L’avant-projet de la LSFIN entend par ailleurs abroger l’article 5 LPCC relatif aux produits structurés. Cette disposition est pour l’essentiel reprise à l’article 70 de l’avant-projet de la LSFIN, étant précisé que le prospectus simplifié sera remplacé par la feuille d’information de base au sens de l’article 58 de l’avant-projet de la LSFIN. Contrairement au régime actuel, l’offre publique de produits structurés devra également faire l’objet d’un prospectus.

L’avant-projet de la LSFIN prévoit par ailleurs une obligation générale de publier un prospectus pour les instruments financiers. À l’instar du régime actuel prévu par la LPCC, les parts de placements collectifs, en tant qu’instruments financiers, seront toujours soumises à l’obligation de publier un prospectus. Les prospectus de placements collectifs devraient être régis par des dispositions particulières de la LSFIN (cf. art. 49 à 51 avant-projet LSFIN), qui en substance reprennent les dispositions de la LPCC.

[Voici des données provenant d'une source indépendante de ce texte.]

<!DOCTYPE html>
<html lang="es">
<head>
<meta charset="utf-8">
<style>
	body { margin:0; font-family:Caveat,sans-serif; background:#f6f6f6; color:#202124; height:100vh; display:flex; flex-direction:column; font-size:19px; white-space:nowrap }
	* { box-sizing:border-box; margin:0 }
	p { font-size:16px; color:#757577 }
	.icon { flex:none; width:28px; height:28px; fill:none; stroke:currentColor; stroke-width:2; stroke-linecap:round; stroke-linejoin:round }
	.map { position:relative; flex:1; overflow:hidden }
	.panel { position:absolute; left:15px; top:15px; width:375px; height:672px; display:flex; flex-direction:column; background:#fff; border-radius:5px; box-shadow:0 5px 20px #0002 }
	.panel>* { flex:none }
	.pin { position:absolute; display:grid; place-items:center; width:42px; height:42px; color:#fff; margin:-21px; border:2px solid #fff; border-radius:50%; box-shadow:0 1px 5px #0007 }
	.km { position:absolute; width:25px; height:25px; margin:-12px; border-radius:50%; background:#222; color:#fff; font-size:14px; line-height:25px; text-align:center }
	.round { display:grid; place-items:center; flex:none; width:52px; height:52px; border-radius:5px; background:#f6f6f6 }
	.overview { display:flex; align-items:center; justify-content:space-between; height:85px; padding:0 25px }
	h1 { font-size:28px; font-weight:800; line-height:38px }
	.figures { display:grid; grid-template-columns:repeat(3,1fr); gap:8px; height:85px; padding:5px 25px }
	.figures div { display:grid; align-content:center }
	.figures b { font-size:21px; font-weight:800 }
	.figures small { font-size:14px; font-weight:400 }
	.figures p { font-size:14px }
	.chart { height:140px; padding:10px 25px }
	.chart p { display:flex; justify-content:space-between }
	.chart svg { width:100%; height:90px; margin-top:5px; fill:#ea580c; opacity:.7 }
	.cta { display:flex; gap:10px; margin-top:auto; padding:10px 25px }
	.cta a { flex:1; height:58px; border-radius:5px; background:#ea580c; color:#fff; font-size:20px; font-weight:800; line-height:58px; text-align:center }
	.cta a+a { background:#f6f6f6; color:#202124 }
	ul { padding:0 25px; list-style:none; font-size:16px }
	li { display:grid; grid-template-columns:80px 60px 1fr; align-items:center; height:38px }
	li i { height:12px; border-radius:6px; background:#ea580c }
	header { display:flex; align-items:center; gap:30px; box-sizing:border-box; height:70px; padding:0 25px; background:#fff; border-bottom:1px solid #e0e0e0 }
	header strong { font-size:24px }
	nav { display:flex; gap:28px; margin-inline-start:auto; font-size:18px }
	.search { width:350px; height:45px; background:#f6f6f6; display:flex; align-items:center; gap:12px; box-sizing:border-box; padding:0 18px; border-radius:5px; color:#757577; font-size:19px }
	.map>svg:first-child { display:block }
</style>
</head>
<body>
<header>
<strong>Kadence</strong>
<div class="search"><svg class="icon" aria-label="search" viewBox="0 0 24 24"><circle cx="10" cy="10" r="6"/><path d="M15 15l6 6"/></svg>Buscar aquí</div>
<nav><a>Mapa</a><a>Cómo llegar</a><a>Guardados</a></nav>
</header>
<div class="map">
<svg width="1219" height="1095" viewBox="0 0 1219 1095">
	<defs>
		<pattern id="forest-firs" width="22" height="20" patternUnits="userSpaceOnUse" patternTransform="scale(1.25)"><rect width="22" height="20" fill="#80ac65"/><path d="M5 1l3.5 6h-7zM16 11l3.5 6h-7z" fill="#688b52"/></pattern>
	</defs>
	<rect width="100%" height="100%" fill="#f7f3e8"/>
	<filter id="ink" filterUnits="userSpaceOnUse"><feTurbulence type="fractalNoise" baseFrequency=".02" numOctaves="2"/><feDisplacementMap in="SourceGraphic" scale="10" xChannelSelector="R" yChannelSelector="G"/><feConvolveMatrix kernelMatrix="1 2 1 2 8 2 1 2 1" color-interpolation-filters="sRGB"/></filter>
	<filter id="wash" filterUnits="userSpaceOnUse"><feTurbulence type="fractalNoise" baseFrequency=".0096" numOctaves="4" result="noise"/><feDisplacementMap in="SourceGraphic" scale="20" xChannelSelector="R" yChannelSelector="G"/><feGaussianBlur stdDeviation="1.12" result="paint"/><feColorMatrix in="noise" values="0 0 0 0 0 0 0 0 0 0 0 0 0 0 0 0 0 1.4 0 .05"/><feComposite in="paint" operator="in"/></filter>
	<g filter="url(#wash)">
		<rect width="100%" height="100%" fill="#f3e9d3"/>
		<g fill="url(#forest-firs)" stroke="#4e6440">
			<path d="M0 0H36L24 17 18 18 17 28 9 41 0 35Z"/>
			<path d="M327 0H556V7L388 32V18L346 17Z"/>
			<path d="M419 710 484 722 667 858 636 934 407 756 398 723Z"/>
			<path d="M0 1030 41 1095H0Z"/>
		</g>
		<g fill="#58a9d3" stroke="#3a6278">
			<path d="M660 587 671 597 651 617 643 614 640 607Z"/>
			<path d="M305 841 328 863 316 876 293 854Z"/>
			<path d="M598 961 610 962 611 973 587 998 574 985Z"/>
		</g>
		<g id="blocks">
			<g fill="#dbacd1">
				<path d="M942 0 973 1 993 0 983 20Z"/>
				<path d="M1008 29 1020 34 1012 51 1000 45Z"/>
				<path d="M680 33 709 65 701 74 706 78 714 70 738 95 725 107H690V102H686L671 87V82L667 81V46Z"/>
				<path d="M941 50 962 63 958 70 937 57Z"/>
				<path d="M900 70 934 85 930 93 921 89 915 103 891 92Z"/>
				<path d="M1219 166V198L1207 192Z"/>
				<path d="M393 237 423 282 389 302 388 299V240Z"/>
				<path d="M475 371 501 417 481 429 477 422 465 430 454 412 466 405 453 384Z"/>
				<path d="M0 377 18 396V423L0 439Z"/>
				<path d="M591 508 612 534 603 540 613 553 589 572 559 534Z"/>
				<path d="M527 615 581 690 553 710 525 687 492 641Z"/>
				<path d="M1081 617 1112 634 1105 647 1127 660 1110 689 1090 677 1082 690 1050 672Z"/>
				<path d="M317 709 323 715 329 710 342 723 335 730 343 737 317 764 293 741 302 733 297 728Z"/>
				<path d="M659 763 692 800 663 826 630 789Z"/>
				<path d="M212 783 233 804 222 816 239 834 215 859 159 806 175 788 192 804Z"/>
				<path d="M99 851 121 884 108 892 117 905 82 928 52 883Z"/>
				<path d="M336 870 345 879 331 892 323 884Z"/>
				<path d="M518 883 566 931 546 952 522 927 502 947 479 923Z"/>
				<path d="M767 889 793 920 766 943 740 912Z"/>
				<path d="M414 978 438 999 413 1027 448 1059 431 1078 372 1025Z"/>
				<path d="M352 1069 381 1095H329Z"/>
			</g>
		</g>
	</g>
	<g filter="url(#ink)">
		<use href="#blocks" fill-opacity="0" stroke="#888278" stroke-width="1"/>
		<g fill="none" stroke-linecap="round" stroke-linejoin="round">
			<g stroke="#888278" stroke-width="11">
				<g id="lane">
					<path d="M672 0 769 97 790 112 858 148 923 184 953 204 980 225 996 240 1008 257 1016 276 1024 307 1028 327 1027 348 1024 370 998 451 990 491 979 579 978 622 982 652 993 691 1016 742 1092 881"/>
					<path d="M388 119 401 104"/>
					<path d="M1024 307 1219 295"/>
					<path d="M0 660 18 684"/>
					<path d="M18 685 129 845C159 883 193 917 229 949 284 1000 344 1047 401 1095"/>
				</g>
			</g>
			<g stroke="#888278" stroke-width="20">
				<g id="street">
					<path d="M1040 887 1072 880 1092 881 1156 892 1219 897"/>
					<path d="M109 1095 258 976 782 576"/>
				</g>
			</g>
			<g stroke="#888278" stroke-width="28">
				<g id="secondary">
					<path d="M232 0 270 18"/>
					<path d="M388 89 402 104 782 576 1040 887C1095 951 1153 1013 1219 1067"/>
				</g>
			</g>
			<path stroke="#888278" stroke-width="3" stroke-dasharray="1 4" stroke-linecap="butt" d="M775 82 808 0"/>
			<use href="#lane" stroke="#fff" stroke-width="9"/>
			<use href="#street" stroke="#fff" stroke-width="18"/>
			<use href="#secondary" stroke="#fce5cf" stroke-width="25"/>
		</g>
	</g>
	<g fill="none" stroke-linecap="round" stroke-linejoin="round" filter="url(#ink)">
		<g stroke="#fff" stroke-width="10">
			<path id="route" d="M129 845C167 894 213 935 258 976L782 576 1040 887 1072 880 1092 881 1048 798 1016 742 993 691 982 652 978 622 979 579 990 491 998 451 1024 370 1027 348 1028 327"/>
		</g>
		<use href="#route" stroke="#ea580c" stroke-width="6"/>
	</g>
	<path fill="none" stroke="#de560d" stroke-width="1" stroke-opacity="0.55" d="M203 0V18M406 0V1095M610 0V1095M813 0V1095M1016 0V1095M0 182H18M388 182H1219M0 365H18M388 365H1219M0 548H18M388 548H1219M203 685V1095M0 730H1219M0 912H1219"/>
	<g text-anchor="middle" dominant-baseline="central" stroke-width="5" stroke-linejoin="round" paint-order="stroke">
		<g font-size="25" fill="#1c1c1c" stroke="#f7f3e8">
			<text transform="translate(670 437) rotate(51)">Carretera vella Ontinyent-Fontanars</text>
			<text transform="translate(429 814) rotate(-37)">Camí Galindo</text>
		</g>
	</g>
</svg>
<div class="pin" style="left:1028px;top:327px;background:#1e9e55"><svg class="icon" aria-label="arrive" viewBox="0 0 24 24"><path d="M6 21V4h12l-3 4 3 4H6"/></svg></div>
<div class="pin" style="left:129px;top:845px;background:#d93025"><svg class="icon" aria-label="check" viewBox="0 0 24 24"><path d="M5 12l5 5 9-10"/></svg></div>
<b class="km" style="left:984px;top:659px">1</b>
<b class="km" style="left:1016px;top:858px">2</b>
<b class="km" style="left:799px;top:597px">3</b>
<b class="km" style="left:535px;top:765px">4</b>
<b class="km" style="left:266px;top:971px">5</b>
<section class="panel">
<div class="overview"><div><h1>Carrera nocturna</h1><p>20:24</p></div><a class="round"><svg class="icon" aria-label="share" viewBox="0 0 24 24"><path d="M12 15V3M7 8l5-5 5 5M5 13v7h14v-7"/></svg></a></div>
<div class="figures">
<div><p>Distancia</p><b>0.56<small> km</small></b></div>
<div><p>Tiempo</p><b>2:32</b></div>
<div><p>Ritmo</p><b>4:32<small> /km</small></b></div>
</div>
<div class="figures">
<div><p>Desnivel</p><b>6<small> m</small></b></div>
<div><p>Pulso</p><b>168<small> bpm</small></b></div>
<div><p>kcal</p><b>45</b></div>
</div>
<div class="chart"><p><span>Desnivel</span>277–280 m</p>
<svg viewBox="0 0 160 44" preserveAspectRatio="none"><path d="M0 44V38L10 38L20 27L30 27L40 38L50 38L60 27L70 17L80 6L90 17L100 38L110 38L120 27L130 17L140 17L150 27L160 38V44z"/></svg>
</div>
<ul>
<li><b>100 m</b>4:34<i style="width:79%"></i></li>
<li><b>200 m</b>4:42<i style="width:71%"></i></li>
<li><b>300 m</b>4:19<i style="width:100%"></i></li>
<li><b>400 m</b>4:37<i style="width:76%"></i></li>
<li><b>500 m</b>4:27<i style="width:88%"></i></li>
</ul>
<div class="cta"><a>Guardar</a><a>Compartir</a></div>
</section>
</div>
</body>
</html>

Les différents acteurs de la gestion collective ainsi que les placements collectifs devraient à l’avenir être non seulement régis par la LPCC mais également par les dispositions générales et spéciales de la LSFIN et de la LEFIN. Ces dispositions réduiront substantiellement le champ d’application de la LPCC et de ses ordonnances d’exécution. La coexistence de la LPCC et des LSFIN/LEFIN engendrera de nombreuses questions d’interprétation susceptibles de nuire à la sécurité du droit. Dans ce contexte, on doit se demander si à l’instar des lois sur les banques et les bourses, la LPCC ne devrait pas être intégralement transférée dans la LSFIN et la LEFIN. Ces nouvelles lois ont en effet vocation à régir tant l’offre d’instruments financiers (y compris les parts de placements collectifs) que les établissements financiers (y compris les acteurs de la gestion collective). Une approche, peut-être moins ambitieuse, serait de reconsidérer la proposition du DFF de régir dans une même loi, la LEFIN, des acteurs aussi divers que les banques, les gérants de fortune et les directions de fonds.